**EXERCISE BRIEF:** Note each line in the data below that holds "image", and copy it.

[Stored items from a collection]

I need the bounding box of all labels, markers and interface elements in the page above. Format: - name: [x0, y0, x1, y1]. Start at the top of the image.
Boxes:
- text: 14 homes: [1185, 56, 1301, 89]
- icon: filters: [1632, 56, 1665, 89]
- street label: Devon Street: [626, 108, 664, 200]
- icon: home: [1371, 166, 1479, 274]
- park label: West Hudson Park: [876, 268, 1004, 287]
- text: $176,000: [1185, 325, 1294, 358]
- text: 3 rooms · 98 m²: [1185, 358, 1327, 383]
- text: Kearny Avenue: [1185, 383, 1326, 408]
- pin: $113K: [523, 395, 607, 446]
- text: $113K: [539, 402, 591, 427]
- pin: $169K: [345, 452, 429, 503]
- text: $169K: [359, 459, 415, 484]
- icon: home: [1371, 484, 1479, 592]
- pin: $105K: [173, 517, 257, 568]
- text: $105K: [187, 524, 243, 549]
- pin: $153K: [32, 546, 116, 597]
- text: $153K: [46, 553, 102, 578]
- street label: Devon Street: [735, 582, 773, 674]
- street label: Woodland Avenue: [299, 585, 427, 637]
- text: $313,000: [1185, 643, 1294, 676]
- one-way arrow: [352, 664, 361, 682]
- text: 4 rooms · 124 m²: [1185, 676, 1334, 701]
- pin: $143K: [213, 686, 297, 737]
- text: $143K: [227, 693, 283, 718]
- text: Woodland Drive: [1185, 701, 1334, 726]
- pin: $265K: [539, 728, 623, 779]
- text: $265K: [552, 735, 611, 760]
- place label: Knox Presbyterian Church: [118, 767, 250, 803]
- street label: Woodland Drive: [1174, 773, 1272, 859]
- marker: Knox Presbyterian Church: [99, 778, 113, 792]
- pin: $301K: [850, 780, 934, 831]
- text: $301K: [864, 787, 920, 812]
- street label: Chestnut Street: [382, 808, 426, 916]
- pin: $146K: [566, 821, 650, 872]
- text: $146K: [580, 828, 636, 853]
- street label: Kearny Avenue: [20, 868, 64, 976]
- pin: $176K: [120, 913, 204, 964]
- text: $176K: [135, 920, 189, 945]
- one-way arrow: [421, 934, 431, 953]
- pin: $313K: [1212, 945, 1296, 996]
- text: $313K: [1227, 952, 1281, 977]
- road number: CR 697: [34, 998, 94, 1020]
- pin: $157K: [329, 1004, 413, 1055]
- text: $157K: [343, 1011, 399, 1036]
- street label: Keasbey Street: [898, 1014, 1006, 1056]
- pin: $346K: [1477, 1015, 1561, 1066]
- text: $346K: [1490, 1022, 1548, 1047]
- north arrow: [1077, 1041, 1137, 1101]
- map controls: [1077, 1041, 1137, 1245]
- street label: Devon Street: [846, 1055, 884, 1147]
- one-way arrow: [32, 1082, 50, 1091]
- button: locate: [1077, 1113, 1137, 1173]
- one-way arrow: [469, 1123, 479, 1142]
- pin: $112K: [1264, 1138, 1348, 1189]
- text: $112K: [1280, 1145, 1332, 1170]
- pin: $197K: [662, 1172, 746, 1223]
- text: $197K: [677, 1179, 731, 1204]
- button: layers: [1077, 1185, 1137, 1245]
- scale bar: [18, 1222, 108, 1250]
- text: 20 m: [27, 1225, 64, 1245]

==

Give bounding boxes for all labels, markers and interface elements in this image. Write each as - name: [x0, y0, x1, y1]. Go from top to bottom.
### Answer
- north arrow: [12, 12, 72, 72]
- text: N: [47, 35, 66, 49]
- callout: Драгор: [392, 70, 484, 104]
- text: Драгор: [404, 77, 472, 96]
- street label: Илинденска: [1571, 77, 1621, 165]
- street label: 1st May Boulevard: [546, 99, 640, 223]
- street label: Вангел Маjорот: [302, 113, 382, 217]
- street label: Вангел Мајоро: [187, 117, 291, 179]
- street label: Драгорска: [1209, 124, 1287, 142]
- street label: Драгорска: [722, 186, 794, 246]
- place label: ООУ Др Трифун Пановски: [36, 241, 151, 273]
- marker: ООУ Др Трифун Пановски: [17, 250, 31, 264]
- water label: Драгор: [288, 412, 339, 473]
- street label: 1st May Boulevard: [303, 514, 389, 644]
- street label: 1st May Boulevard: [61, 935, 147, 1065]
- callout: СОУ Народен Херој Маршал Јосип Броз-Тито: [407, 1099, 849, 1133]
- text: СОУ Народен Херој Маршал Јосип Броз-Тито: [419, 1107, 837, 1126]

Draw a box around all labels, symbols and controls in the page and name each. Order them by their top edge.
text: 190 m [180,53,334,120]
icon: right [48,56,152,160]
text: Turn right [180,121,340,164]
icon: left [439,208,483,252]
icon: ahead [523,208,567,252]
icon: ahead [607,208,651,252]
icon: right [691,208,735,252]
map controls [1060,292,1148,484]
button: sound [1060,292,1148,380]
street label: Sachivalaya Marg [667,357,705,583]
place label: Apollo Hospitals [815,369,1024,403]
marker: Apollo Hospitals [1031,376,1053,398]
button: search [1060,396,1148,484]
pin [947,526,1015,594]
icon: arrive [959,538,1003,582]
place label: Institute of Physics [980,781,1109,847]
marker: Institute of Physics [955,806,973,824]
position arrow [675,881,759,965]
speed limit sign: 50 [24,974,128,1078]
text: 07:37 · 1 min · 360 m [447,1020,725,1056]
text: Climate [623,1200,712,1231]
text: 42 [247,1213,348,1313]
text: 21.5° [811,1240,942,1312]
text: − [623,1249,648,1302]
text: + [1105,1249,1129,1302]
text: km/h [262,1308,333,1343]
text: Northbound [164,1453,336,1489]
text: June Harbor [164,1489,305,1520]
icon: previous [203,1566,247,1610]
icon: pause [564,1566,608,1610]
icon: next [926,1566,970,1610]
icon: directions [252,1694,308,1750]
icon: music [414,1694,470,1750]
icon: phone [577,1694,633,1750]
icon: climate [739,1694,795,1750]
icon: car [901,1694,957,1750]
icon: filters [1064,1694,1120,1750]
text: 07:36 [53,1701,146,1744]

==

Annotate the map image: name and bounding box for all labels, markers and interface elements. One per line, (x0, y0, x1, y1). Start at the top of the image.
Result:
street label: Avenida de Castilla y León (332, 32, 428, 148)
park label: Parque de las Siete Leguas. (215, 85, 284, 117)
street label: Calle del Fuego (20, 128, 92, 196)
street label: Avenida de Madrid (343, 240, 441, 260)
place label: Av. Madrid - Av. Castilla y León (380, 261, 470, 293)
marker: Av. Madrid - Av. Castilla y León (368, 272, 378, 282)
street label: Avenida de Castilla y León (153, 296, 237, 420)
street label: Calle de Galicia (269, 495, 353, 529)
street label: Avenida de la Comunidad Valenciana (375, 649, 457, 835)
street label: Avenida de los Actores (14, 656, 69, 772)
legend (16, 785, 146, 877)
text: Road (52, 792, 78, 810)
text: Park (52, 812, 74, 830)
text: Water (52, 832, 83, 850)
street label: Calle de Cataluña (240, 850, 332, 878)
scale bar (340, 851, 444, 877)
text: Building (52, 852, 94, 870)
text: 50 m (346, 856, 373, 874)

**EXPECTED OUTPUT:**
I need the bounding box of all labels, markers and interface elements in the page above. Format: - name: [x0, y0, x1, y1]. Start at the top of the image.
Give bounding boxes for all labels, markers and interface elements in this image. Write each as - name: [x0, y0, x1, y1]. Go from top to bottom.
Annotate the map image: name and bounding box for all labels, markers and interface elements. One per line, (x0, y0, x1, y1). Start at the top of the image.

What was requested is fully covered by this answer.